The department has three letters and two envelopes from the Zodiac, Poyser said. The envelopes each have a double stamp, which Poyser said was a trademark of the Zodiac. They originally were sent to the San Francisco Chronicle and the San Francisco Examiner, he said. The third letter was sent to the Vallejo Times-Herald, but does not have an envelope with it, he said.
San Francisco police, who have been working on the case collaboratively with Vallejo, also have cards and ciphers sent by the Zodiac, he said.
Poyser said he believes the Zodiac Killer is no longer alive. Arthur Leigh Allen, a former elementary school teacher and convicted child molester who lived in Vallejo, long was considered a top suspect. Allen died in 1992 at the age of 58, according to media reports.
"Our Vallejo suspect is probably still the best lead," Poyser said of Allen. "There are probably 30 different circumstantial things that point to him. ... He was extremely intelligent but a deviant dude."
Allen largely was cleared as a suspect in 2002, when investigators obtained a partial DNA sample from the envelopes that didn't match his. Poyser said that DNA profile only had a few markers on it, less than half of the genetic points needed to definitively clear or identify a suspect.
Poyser said that DNA sample was hampered because technology didn't exist at the time to separate the glue used on the stamps and envelopes from the genetic material. However, science now has advanced to allow a clean grab of the DNA.
Poyser also said Allen was known to have asked other people to lick stamps and envelopes for him, claiming he didn't like the taste of the glue. "One of his friends actually said he did it for him, and we've had a couple people who lived in the neighborhood at the time say they did it as children," he said.
Poyser said if a clean DNA sample is obtained, police might ask those who licked materials for Allen to submit DNA swabs. If they matched the Zodiac profile, it would provide another link to Allen, he said.
Even if Allen doesn't prove to be the Zodiac, Poyser said he believes it was someone familiar with Vallejo, and perhaps with a law enforcement or military background.

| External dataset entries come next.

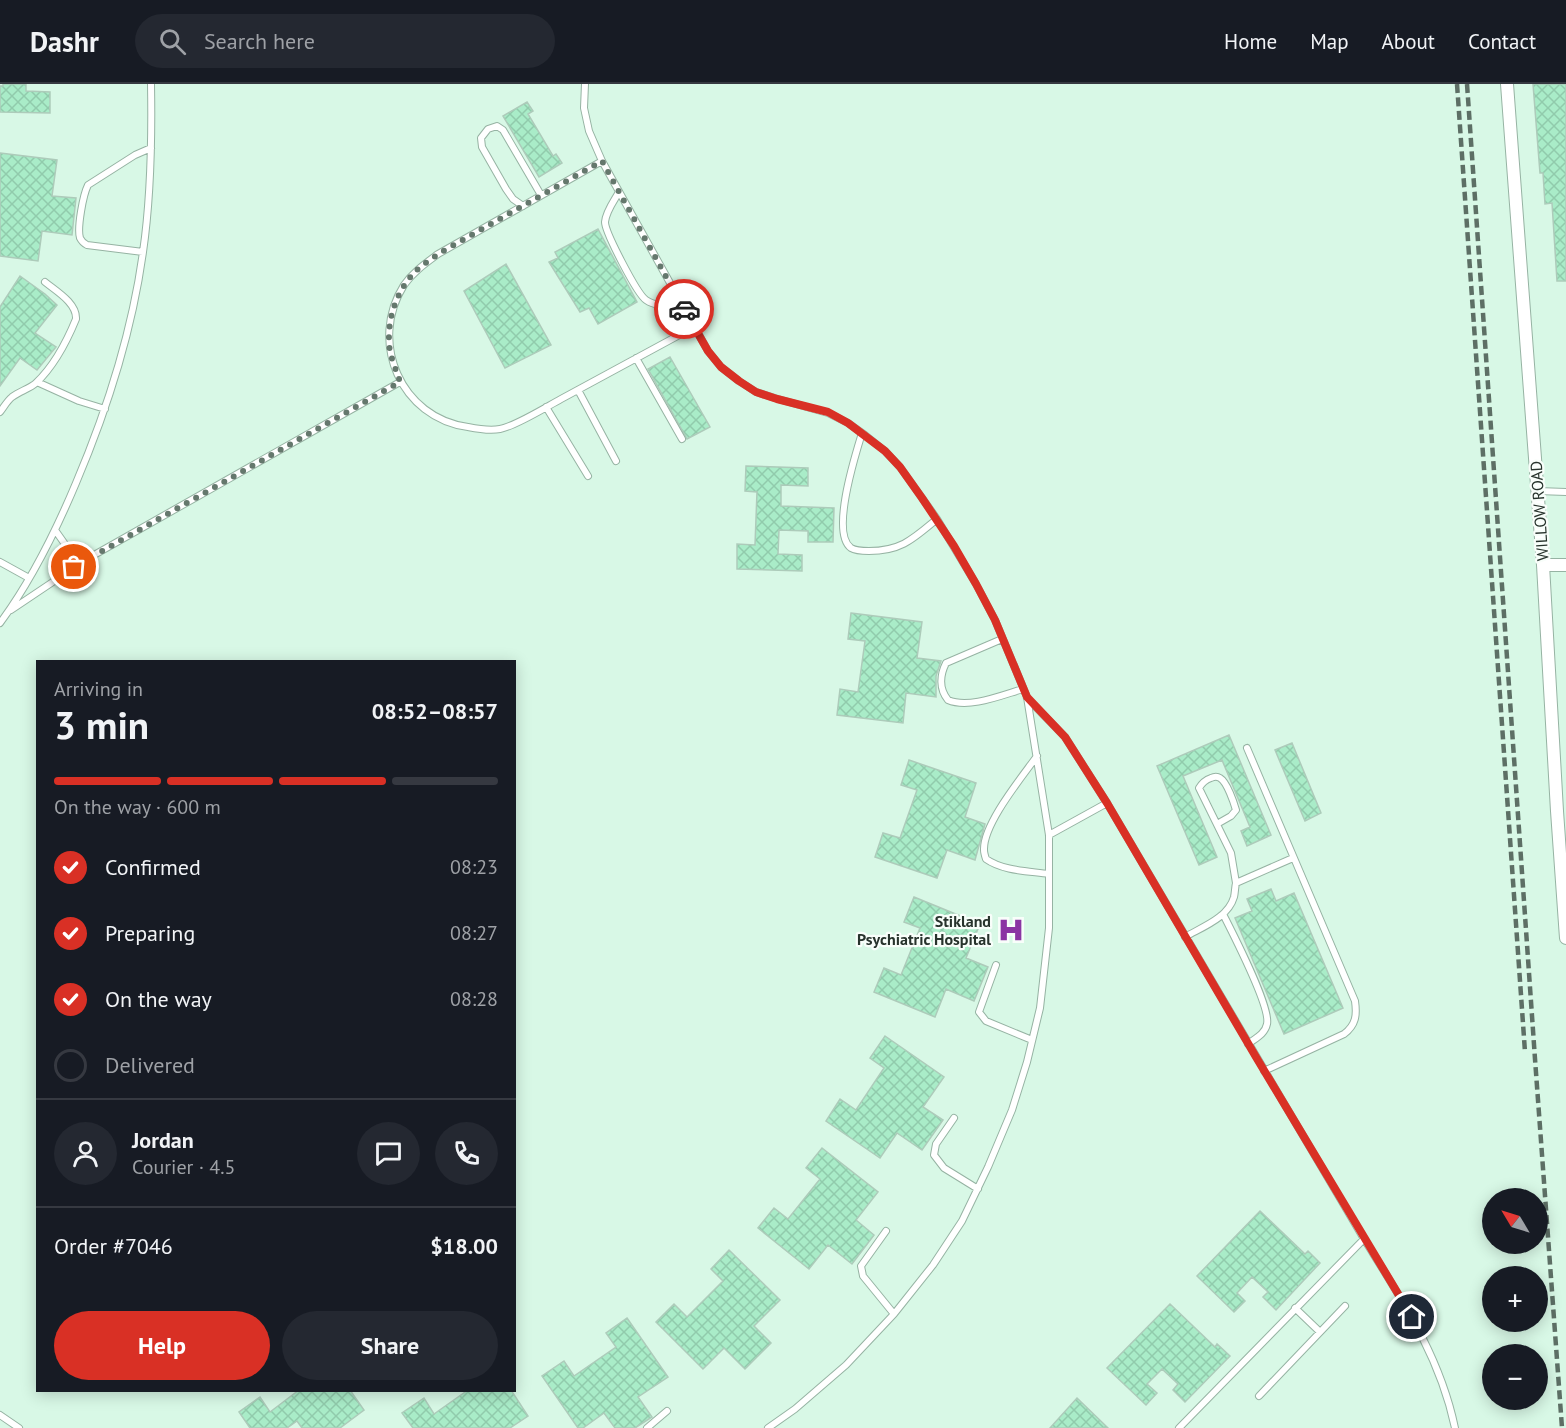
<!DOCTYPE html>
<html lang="en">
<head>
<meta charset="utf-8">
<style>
  body { margin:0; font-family:"PT Sans",sans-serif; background:#242831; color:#f1f3f6; height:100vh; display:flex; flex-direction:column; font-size:22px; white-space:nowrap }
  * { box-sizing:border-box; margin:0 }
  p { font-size:20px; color:#9ea1a6 }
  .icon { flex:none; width:33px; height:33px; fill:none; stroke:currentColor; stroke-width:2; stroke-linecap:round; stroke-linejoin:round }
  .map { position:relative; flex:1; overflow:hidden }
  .drawer { position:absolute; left:36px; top:576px; width:480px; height:732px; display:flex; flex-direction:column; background:#171b24; border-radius:0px; box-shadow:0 3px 15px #0003 }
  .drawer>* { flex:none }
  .needle { width:39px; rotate:308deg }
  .buttons { position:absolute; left:1482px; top:1104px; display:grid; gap:12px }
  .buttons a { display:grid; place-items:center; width:66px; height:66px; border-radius:50%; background:#171b24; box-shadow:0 3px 15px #0003; font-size:30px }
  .pin { position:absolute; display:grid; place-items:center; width:51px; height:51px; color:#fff; margin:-26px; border:3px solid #fff; border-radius:50%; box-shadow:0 2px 6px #0007 }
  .courier { position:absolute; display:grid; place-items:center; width:60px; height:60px; margin:-30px; border:4px solid #d93025; border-radius:50%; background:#fff; color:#222; box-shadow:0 2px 8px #0007 }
  .overview em { font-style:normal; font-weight:700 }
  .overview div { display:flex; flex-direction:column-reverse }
  .overview { display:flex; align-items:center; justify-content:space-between; height:102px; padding:0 18px }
  h1 { font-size:39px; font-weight:700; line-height:45px }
  .bar { display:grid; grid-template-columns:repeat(4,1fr); gap:9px 6px; align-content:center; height:72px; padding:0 18px }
  .bar i { height:8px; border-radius:4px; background:#363941 }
  .bar .current { background:#d93025 }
  .bar p { grid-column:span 4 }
  .line { display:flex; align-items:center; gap:15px; padding:0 18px; border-top:2px solid #363941 }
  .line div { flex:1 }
  .round { display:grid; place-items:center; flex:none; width:63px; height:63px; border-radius:32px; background:#242831 }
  ol { padding:0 18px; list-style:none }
  li { display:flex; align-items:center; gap:18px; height:66px }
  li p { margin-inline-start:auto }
  li .icon { padding:6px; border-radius:50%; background:#d93025; color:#fff; stroke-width:4 }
  li:last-child { color:#9ea1a6 }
  li i { width:33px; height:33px; border:3px solid #363941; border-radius:50% }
  .cta { display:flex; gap:12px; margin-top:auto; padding:12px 18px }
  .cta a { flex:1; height:69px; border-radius:36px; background:#d93025; color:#fff; font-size:24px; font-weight:700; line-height:69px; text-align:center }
  .cta a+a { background:#242831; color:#f1f3f6 }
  header { display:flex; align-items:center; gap:36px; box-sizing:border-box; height:84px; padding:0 30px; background:#171b24; border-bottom:2px solid #363941 }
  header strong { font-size:28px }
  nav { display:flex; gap:33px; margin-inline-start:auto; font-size:21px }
  .search { width:420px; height:54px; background:#242831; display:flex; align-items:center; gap:15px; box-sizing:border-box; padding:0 21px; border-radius:33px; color:#9ea1a6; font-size:22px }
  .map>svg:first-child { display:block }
  .building { fill:url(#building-cross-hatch); stroke:#adcbba; stroke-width:1.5 }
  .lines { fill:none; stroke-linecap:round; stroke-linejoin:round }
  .service-casing { stroke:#96b3a3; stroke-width:8 }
  .minor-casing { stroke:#96b3a3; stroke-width:14 }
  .service { stroke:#fff; stroke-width:6 }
  .minor { stroke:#fff; stroke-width:12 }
  .rail { stroke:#5d6f65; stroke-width:4.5; stroke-dasharray:9 4.5; stroke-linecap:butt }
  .done { stroke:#65786d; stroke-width:6; stroke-dasharray:0 10.8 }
  .route { stroke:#d93025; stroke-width:8 }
  .labels { text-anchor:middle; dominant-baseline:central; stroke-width:4.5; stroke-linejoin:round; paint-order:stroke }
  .street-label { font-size:16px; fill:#27332c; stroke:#f8fefa }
  .poi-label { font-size:16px; font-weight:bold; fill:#27332c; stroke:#f8fefa; text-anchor:end }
</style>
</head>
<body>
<header>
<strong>Dashr</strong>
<div class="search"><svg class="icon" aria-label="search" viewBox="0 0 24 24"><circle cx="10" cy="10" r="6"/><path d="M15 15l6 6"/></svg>Search here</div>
<nav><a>Home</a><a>Map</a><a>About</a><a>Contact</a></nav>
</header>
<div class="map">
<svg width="1566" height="1344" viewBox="0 0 1566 1344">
  <defs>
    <pattern id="building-cross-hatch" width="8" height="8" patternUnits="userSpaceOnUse" patternTransform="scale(1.5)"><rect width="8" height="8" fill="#a9ecc8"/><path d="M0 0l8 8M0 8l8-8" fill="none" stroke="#91cbac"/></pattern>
  </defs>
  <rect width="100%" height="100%" fill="#d8f8e6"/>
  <path class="building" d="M 3,0 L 26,0 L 26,7 L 50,8 L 50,29 L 0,28 L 0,2 L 3,2 Z
    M 1533,0 L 1566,0 L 1566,197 L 1557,197 L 1552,119 L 1545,120 L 1543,89 L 1540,89 Z
    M 527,18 L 533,27 L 528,30 L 553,72 L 556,70 L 562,79 L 539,93 L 503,32 Z
    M 0,69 L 57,76 L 52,112 L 76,114 L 72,151 L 42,147 L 38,177 L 0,172 Z
    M 598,145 L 637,218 L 598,240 L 589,224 L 580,228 L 549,178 L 558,174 L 555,168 Z
    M 506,180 L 551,261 L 505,284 L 464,207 Z
    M 20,192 L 45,210 L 57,221 L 35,249 L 56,263 L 37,286 L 20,274 L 0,302 L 0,223 Z
    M 670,273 L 710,343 L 687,355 L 648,285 Z
    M 746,382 L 808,384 L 808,402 L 781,401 L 781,422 L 834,424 L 833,458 L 808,458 L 808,447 L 779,446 L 778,470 L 802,471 L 802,487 L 737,485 L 737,460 L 755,461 L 757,408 L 745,407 Z
    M 851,529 L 922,538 L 917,574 L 941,577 L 936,592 L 936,613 L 906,609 L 903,639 L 837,631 L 840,605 L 858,608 L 865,557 L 848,555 Z
    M 1229,651 L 1271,751 L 1247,762 L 1241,747 L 1250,743 L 1222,676 L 1183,692 L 1217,773 L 1199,781 L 1157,682 Z
    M 1292,659 L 1321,729 L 1305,737 L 1275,666 Z
    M 909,676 L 976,699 L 965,733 L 985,740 L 975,776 L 947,766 L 937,794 L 875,773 L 883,749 L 900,754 L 917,706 L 901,701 Z
    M 1271,805 L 1276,817 L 1294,809 L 1343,924 L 1284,950 L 1235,834 L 1252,827 L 1247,815 Z
    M 914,813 L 980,840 L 966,874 L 988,883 L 974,917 L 946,905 L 935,933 L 874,908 L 884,884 L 901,891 L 920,844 L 904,838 Z
    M 885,952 L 944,993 L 923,1023 L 943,1036 L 922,1066 L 897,1049 L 880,1074 L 826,1037 L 840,1015 L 856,1026 L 884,984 L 870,974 Z
    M 822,1064 L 878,1108 L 856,1136 L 874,1151 L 852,1180 L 828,1161 L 809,1185 L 758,1144 L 774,1124 L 788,1135 L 820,1095 L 806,1084 Z
    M 1260,1127 L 1305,1170 L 1308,1167 L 1320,1179 L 1276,1226 L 1263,1213 L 1268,1208 L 1252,1193 L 1237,1209 L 1245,1217 L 1234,1228 L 1197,1192 Z
    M 729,1166 L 780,1216 L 754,1242 L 771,1259 L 745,1285 L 724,1264 L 703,1285 L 656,1238 L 674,1220 L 687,1233 L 723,1197 L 711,1185 Z
    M 1170,1220 L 1215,1263 L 1217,1260 L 1230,1272 L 1185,1318 L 1173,1306 L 1178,1300 L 1162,1285 L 1147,1300 L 1157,1309 L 1146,1321 L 1107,1284 Z
    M 627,1234 L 668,1293 L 638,1313 L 652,1333 L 635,1344 L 615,1344 L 604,1329 L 583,1344 L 578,1344 L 542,1292 L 564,1277 L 574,1292 L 616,1263 L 606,1249 Z
    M 299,1306 L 350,1306 L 364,1326 L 340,1344 L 302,1344 L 297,1337 L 287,1344 L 250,1344 L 239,1328 L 260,1313 L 270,1328 Z
    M 468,1306 L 511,1306 L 528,1332 L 510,1344 L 413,1344 L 402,1329 L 424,1314 L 434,1330 Z
    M 1077,1314 L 1108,1344 L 1050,1344 Z"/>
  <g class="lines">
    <g class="service-casing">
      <path id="service" d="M 585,0 L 584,24 L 589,47 L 602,77 L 708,267 L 721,283 L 739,297 L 756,308 L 778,315 L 828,329 L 848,339 L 865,351 L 885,367 L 900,383 L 937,435 L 976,500 L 995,536 L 1027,613 L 1049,751 L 1049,844 L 1040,924 L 1027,978 L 1012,1026 L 988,1083 L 962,1137 L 933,1181 L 894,1230 L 846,1281 L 795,1325 L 768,1344
        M 602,77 L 438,170 C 426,179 413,188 404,201 C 368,258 401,334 468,343 C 478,345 490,347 500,345 C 516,342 546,323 561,315 C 606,291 650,267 694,243
        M 619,108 C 614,117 606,127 605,138 C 605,148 637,210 646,216 C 656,223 671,222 683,223
        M 523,122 L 513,115 L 506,105 L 482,63 L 481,54 L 488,45 L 497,42 L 503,46 L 541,111
        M 143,168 L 87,161 C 83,159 82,158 80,154 C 77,144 83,111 88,101 L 135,71 L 151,64
        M 636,274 L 682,355
        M 37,298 L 79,317 L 105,325
        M 578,306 L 616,377
        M 546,323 L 588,392
        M 0,328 C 4,323 7,317 12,313 C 20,307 29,305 36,299 C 54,282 67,257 76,235 C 77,219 56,207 45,198
        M 862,349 C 856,369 830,449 851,464 C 856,467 863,467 869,467 C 901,467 913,455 937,435
        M 1538,407 L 1566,408
        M 55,446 L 67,463 L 87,475
        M 0,478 L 29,494
        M 11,526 L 87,475 L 400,298
        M 0,539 C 32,496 55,449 76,399 C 107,326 132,248 143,168 C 151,113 152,56 151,0
        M 1002,555 L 946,579 C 940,591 939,605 948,616 C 969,625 1002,611 1023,605
        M 1027,614 L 1065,653 L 1107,719 L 1364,1155 C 1402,1216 1440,1272 1455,1344
        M 1247,664 L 1355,917 C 1357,931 1356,941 1344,950 L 1264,987
        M 1037,672 C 1022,693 983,740 984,766 C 984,769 985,772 986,775 C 1003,787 1028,787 1049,790
        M 1217,740 L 1231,732 L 1236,726 C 1234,719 1227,698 1220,694 C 1217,692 1213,693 1211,694 C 1205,696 1202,699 1199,704 L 1231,769 L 1236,799
        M 1049,751 L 1107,719
        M 1223,830 C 1232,848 1271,923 1267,940 C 1265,950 1256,954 1248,960
        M 1185,853 C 1202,843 1228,834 1234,813 C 1235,809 1235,803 1236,799 L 1293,774
        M 996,881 L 979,928 L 986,937 L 1032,956
        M 954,1034 L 936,1060 L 934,1071 L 944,1084 L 978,1105
        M 886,1147 L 861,1182 L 863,1192 L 894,1230
        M 1295,1224 L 1320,1248
        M 1259,1312 L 1345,1222
        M 0,1331 L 19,1344
        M 647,1344 L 667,1327
        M 1179,1344 L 1364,1155"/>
    </g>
    <g class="minor-casing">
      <path id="minor" d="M 1507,0 L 1543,481 L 1557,727 L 1566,854
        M 1543,481 L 1566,481"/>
    </g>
    <use href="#service" class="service"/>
    <use href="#minor" class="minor"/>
    <path class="rail" d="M 1457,0 L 1525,968
      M 1467,0 L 1535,975 L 1562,1344"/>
  </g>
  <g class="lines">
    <path class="done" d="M 74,483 L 400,298 C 396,285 389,271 389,257 C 388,230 399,202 419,184 C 425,179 432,175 438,170 L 602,77 L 684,225"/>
    <path class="route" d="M 684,225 L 708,267 L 721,283 L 739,297 L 756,308 L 777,315 L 828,328 L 848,339 L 885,367 L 900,383 L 922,414 L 954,462 L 976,500 L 995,536 L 1027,613 L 1065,653 L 1107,719 L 1256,973 L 1412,1233"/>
  </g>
  <defs>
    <g id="hospital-bare" transform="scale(2.07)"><path d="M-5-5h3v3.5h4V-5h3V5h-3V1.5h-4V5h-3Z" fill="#8a35a3" stroke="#f8fefa" stroke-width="2.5" paint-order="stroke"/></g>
  </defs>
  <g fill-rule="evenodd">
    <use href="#hospital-bare" x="1011" y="846"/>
  </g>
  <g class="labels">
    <g class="street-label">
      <text transform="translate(1539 427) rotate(-94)">WILLOW ROAD</text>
    </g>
    <g class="poi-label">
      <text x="991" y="837">Stikland<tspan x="991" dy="18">Psychiatric Hospital</tspan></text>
    </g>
  </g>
</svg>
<div class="buttons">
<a><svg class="needle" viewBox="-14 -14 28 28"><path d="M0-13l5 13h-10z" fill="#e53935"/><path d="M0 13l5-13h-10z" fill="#9ea1a6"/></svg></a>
<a>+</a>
<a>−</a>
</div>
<div class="pin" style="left:74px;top:483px;background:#ea580c"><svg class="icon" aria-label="bag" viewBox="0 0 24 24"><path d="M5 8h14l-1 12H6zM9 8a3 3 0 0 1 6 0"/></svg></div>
<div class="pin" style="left:1412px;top:1233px;background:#1f2937"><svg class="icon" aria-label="home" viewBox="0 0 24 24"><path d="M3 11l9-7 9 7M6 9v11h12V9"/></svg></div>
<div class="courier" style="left:684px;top:225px"><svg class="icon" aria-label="car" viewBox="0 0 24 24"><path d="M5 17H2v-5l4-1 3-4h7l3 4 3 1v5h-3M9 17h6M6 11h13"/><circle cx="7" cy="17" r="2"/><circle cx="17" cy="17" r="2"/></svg></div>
<section class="drawer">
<div class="overview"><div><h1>3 min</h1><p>Arriving in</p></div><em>08:52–08:57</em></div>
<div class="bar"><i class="current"></i><i class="current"></i><i class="current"></i><i></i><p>On the way · 600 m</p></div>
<ol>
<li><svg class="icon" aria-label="check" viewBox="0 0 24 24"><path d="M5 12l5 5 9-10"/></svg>Confirmed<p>08:23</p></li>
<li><svg class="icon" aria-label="check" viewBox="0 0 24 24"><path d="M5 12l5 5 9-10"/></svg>Preparing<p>08:27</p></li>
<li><svg class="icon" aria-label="check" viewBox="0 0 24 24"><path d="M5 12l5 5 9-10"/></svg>On the way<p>08:28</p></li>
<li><i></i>Delivered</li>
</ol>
<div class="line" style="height:108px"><a class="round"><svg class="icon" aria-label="person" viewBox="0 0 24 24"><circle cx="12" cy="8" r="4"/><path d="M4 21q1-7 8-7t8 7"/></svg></a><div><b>Jordan</b><p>Courier · 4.5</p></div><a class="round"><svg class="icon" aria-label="chat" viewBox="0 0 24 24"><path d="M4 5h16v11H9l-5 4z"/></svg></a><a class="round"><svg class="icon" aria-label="phone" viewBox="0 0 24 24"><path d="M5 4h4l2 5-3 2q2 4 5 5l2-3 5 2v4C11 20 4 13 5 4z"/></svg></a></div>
<div class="line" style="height:78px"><div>Order #7046</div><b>$18.00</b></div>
<div class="cta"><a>Help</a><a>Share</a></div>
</section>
</div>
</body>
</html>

He pointed out that the first four victims all were shot in rural areas likely only known to locals. He also said that Ferrin, the 22-year-old woman shot and killed in Blue Rock Springs Park, may have been known to the killer. She was a waitress in a Vallejo restaurant and, though married, was dating at least one police officer, a possible link to the Zodiac, Poyser said.
Poyser, who plans on retiring next year after 25 years of police work, said he thinks a resolution to the case is possible.
"People need to know that the agencies involved in this — Napa, Vallejo and San Francisco — have been cooperating with each other for quite some time, and everybody is committed to closing it out."